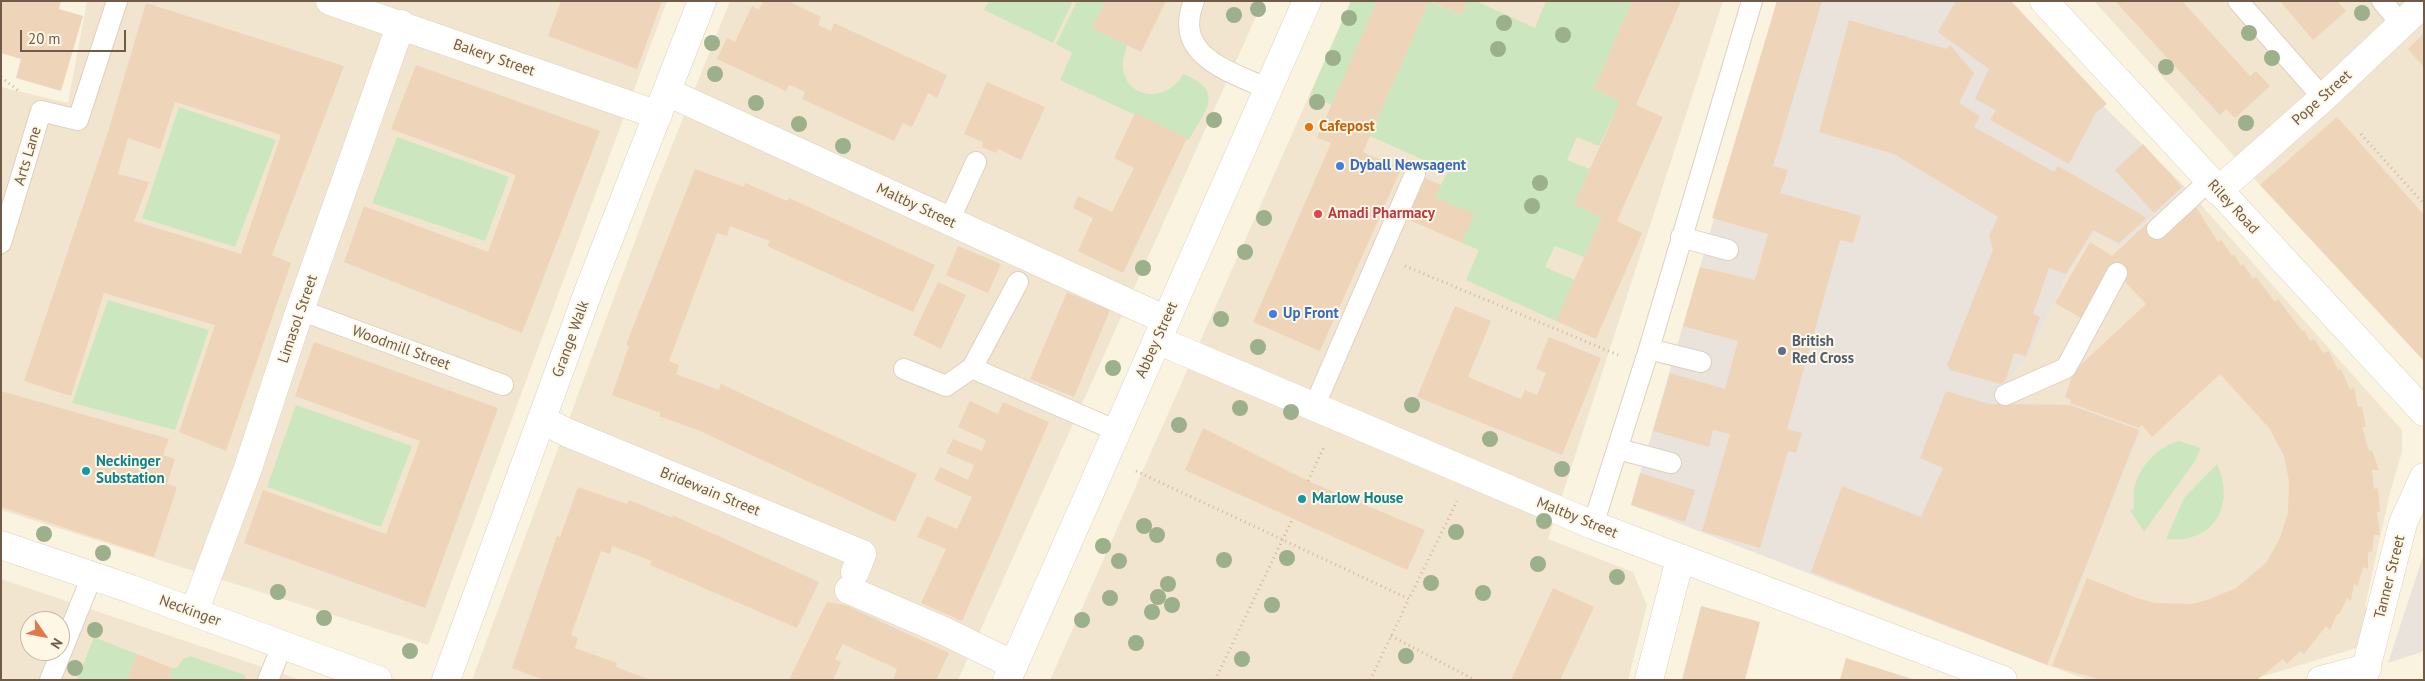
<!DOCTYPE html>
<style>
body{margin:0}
#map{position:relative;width:2425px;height:681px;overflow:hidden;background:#faf3e0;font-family:"PT Sans",sans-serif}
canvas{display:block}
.frame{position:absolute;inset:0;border:2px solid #705b49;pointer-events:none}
.north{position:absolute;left:20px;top:611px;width:50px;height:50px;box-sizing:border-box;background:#fef7e6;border:1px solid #c5b9a7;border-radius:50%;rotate:123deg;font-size:14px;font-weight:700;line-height:20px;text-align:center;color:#705b49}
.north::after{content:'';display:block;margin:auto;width:18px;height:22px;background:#df7b4b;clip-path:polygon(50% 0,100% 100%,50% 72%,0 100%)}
.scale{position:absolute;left:20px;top:30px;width:106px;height:22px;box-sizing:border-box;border:2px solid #705b49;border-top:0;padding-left:6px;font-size:15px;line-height:18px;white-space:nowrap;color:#705b49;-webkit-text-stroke:4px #fef7e6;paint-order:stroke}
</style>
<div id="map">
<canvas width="2425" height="681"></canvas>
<div class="frame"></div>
<div class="north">N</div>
<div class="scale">20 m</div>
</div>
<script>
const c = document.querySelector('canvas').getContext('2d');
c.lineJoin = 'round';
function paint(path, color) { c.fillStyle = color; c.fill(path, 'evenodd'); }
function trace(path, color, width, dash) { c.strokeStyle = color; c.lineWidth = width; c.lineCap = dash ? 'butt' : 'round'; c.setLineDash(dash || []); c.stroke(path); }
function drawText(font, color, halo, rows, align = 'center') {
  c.font = font + ' "PT Sans",sans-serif'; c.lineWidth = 4; c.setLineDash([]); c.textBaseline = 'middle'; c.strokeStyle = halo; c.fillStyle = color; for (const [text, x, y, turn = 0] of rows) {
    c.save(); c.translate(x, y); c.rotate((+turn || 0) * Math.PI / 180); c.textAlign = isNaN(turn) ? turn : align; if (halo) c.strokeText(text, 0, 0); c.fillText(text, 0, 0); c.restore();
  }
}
paint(new Path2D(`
 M87,1h580l-239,644 -427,-135v-423l67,16z
 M730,1h533l-305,679h-486l179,-482z
 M1351,1h372l-175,538 85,33 14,33 -19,75h-578z
 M2094,1h330v360l-164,-176z
 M2185,187l217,243v22l-12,41 -25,113 4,2 -6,38 -112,34h-163l-41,-15 -47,-263 7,-20 21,-25 39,-82 28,-42 25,14z
 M1,579l300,101h-300zM30,621h30v30h-30z`), '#f2e5cf');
paint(new Path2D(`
 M1777,1h221l187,186 -65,60 -25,-14 -28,42 -39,82 -21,25 -7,20 70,2 71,26 -94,235 -416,-160z
 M2424,553v98l-36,12z`), '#e9e3dc');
paint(new Path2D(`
 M989,1h84l-20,42 -69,-33z
 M1077,1h29l-14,27 35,17c-2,8 -5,15 -4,23 4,33 46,34 60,6 43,17 23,35 6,66l-129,-60 12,-27 -16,-9z
 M1351,1h26l-45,104 -22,-10z
 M1429,1l33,14 6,-14h8l59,27 11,-27h86l-38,88 26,12 -21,45 -22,-9 -10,23 23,9 -16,36 28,12 -18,40 -29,-11 -10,21 30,13 -19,41 -90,-41 13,-30 -17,-7 -27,-46 13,-26 -78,-35z
 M179,107l97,33 -41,107 -93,-29z
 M397,137l112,40 -24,64 -113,-38z
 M108,300l101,30 -34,100 -103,-27z
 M296,405l116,41 -31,81 -114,-40z
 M2179,441l22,7 -6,13 -51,71 -14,-22 4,-1c0,-6 -1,-14 0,-20 4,-21 24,-43 45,-48z
 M2217,464c19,42 -3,80 -51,75l18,-41z
 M94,637l43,17 -10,26h-50z
 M190,656l55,19 1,5h-79l5,-12h5l6,-9z`), '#cce7c0');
paint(new Path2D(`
 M1,1h60l-2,8 24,7 -22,75 -45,-13 5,-19 -20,-6z
 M561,1h101l-25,68 -89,-33z
 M763,1h25l33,16 -3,8 13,6 3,-8 113,52 -10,23 -9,-5 -16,34 -9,-4 -9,18 -92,-42 3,-7 -8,-4 -8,-3 -3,6 -69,-32 10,-21 8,4 17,-36 7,4z
 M1106,1h60l-25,51 -49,-24z
 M1377,1h52l-66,151 38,17 -81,182 -67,-29 78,-179 -14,-5z
 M1431,1h37l-6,14z
 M1632,1h49l-45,104 27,12 -46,104 25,12 -46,106 -40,-18 46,-104 -28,-12 46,-104 -26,-12z
 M1777,1h45l-49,165 15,4 -8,23 81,23 -8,27 -13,-3 -53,189 15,4 -6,20 -8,-2 -28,97 -58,-17 28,-97 -17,-4 -4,17 -56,-16 17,-58 55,16 13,-48 -55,-15 17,-59 55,13 13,-46 -56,-16z
 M1956,1h55l96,103 -11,8 -27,52 -79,-44 6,-10 -21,-11 14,-30 -51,-37z
 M2115,1h67l68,75 6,-5 14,15 -35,32 -9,-9 -6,6z
 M2280,1h57l9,10 -33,29z
 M146,3l198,63 -72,189 19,8 -65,188 -47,-19 36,-107 -111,-32 -33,103 -47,-15 84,-249zM175,102l106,33 -40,119 -107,-33 15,-39 -31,-8 10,-36 32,11z
 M1849,20l98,29 3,-4 24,28 -15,30 21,13 -6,11 80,45 4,-6 89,52 -28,25 -26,-13 -27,44 -17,-6 -16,46 7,3 -14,39 -12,-3 -8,26 -5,5 -51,-14 -3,-5 46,-115 -4,-14 9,-19 -104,-63 -75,-22z
 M2424,33v34l-16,-18z
 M416,65l184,66 -78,202 -178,-71 20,-56 124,46 28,-77 -125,-46z
 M987,82l58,25 -24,53 -23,-11 -2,4 -14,-6 1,-5 -19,-8z
 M1135,113l52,25 -64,135 -45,-22 15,-33 -20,-10 5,-12 34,16 22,-44 -20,-10z
 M2337,117l87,98v146l-164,-176z
 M2143,144l39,43 -28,26 -39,-43z
 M695,169l49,18 1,-4 42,18 2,-3 146,67 -22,47 -146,-66 3,-5 -40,-15 -3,10 -10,-3 -48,128 10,4 -3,9 43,16 2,-6 196,90 -22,48 -195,-91 -41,-15 2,-3 -49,-18 17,-49 -3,-1z
 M1425,178l16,7 -6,12 39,17 -12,29 -55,-24z
 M2196,207l22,35 3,-2 11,16 2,-2 7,12 2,-2 10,15 3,-2 19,25 3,-3 24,32 2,-1 6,11 4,-2 9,14 6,-2 9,19 3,-1 9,21 4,-3 4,20h4l4,20h-4l7,24 3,-1 7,20h-7l2,19 4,-1 2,24h-3l3,23h-6l-2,17h-4v17l-5,-2 -5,19 -4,-2 -3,17 -4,-3 -8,17 -2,-1 -7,16 -4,-4 -22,28 -4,-3 -13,13 -4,-5 -26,21 -3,-2 -2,2h-151l-49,-14 35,-88 50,20 18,5 38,1 17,-5 26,-11 30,-25 14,-25 8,-25 1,-32 -5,-25 -14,-27 -50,-55 -68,63 -10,-12 -3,3 -69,-25 1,-3 -6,-3 9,-26 72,-67 -35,-37 -30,51 -26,-15 35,-61 22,14 35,-33 2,2 2,-3 13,15z
 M958,246l43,18 -13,29 -42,-18z
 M938,282l28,13 -25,54 -28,-14z
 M1067,292l43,18 -36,87 -44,-18z
 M1455,306l36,15 -23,56 53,22 4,-9 12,5 9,-22 -10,-4 13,-32 52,21 -39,97 -145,-58z
 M314,342l184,66 -73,200 -181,-65 19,-53 123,44 34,-93 -125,-45z
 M1,391l168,48 -6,16 12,4 -8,25 10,3 -23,70 -153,-50z
 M1946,391l43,13 81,1 69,25 -92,235 -236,-93 31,-86 79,31 22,-49 -23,-10z
 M970,401l28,13 5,-12 46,20 -87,199 -41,-18 25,-54 -29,-12 10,-21 30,13 15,-32 -38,-17 6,-13 28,13 6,-15 -28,-12 7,-14 29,12 4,-11 -28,-13z
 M1203,428l105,53 117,49 -18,40 -222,-100z
 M1640,473l55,17 -10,32 -54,-17z
 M578,487l49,17 2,-4 44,18 -1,-3 147,67 -22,46 -147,-63 2,-4 -40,-15 -2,8 -9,-3 -30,84 7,3 -3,10 42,15 -1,4 35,13h-107l-32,-12 45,-132 3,1z
 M1553,588l41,19 -34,73h-49z
 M827,602l18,3 104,48 -13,27h-43l4,-11 -54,-25 -8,15 6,3 -8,18h-44z
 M1701,606l59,16 -15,58h-63z
 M137,654l35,14 -5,12h-40z
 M1846,658l66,21 -1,1h-71z`), '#eed4b9');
const lane = new Path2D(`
 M1194,1c-22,55 35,70 74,88
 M2238,1l85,97
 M2382,1l19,23
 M949,221l27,-59
 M2157,229l52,-48
 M1681,237l47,13
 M1,243l40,-132 37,9 39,-119
 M300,310l203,75
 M1649,349l52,13
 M972,368l145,63
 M904,369l42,17 26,-18 46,-86
 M2005,395l61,-27 51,-95
 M1314,407l101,-233
 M1618,449l53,14
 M1593,525l56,-176 103,-348
 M50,680l42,-104
 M268,680l15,-36`);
const street = new Path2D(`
 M330,1l328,114
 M2044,1l380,411
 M667,92l499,228
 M2218,191l105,-93 101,-95
 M1157,340l436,185 410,155
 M542,420l26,13 294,121 -7,18
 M1,545l130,44 247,91
 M849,590l95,41 70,34
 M194,612l53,-141 53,-161 101,-286
 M446,680l144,-393 112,-286
 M1649,680l31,-121
 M2321,680l46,-12
 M2363,680l40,-157 21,-46`);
const secondary = new Path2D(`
 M1007,680l300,-679`);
trace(lane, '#ded0bd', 22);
trace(street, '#ded0bd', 29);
trace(secondary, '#dfcfb8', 29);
trace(new Path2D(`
 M1,77l19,15
 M2361,134l63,70
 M1405,266l213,89
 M1136,471l273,128 48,-98
 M1308,481l16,-34
 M1391,636l84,44
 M1215,680l78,-162
 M1370,680l39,-81`), '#d2b79d', 3, [1, 4]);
trace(lane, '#fff', 20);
trace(street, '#fff', 28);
trace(secondary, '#fff', 28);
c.fillStyle = '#9cb08b';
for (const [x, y] of [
 [1258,9],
 [2362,13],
 [1234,15],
 [1349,18],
 [1504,23],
 [2249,33],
 [1563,35],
 [712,43],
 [1498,49],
 [1333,58],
 [2272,58],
 [2166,67],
 [715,74],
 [1317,102],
 [756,103],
 [1214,120],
 [2246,123],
 [799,124],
 [843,146],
 [1540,183],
 [1532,206],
 [1264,218],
 [1245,252],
 [1143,268],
 [1221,319],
 [1258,347],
 [1113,368],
 [1412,405],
 [1240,408],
 [1291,412],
 [1179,425],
 [1490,439],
 [1562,469],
 [1544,521],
 [1144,526],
 [1456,532],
 [44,534],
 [1157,535],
 [1103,546],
 [103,553],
 [1287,558],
 [1224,560],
 [1119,561],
 [1538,564],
 [1617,577],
 [1431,583],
 [1168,584],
 [278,592],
 [1483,593],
 [1158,597],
 [1110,598],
 [1172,605],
 [1272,605],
 [1152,612],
 [324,618],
 [1082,620],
 [95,630],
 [1136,643],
 [410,651],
 [1406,656],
 [1242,659],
 [75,668]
]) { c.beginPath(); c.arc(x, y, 8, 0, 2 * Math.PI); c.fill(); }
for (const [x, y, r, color] of [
 [1309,127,5,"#e8710a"],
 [1340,166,5,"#3f7fe0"],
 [1318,214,5,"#e0444e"],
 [1273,314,5,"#3f7fe0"],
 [1782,351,5,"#5c6f8a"],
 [86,471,5,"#0f9aa8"],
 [1302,499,5,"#0f9aa8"]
]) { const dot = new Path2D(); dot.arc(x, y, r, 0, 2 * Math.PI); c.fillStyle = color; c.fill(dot); trace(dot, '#fef7e6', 2); }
drawText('15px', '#705b49', '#fef7e6', [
 ["Bakery Street",494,58,19],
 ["Pope Street",2322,98,-42],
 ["Arts Lane",28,156,-73],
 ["Maltby Street",916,206,25],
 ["Riley Road",2233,207,47],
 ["Limasol Street",298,319,-71],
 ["Grange Walk",571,339,-70],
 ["Abbey Street",1157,340,-66],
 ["Woodmill Street",401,348,20],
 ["Bridewain Street",710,492,22],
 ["Maltby Street",1577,518,22],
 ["Tanner Street",2390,577,-76],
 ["Neckinger",190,611,20]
]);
drawText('bold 15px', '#c56008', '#fef7e6', [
 ["Cafepost",1319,127]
], 'left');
drawText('bold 15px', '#366cbe', '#fef7e6', [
 ["Dyball Newsagent",1350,166],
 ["Up Front",1283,314]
], 'left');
drawText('bold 15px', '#be3a42', '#fef7e6', [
 ["Amadi Pharmacy",1328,214]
], 'left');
drawText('bold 15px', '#4e5e75', '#fef7e6', [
 ["British",1792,342],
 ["Red Cross",1792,359]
], 'left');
drawText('bold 15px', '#0d838f', '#fef7e6', [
 ["Neckinger",96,462],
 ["Substation",96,479],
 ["Marlow House",1312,499]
], 'left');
</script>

* _THE PROBLEM_
Please return the lines above that run from the line containing "function drawText(font, color, halo, rows, align" to the line containing "M730,1h533l-305,679h-486l179,-482z", inclusive, exactly and with no other lines.

* _ANSWER TO THE EXERCISE_
function drawText(font, color, halo, rows, align = 'center') {
  c.font = font + ' "PT Sans",sans-serif'; c.lineWidth = 4; c.setLineDash([]); c.textBaseline = 'middle'; c.strokeStyle = halo; c.fillStyle = color; for (const [text, x, y, turn = 0] of rows) {
    c.save(); c.translate(x, y); c.rotate((+turn || 0) * Math.PI / 180); c.textAlign = isNaN(turn) ? turn : align; if (halo) c.strokeText(text, 0, 0); c.fillText(text, 0, 0); c.restore();
  }
}
paint(new Path2D(`
 M87,1h580l-239,644 -427,-135v-423l67,16z
 M730,1h533l-305,679h-486l179,-482z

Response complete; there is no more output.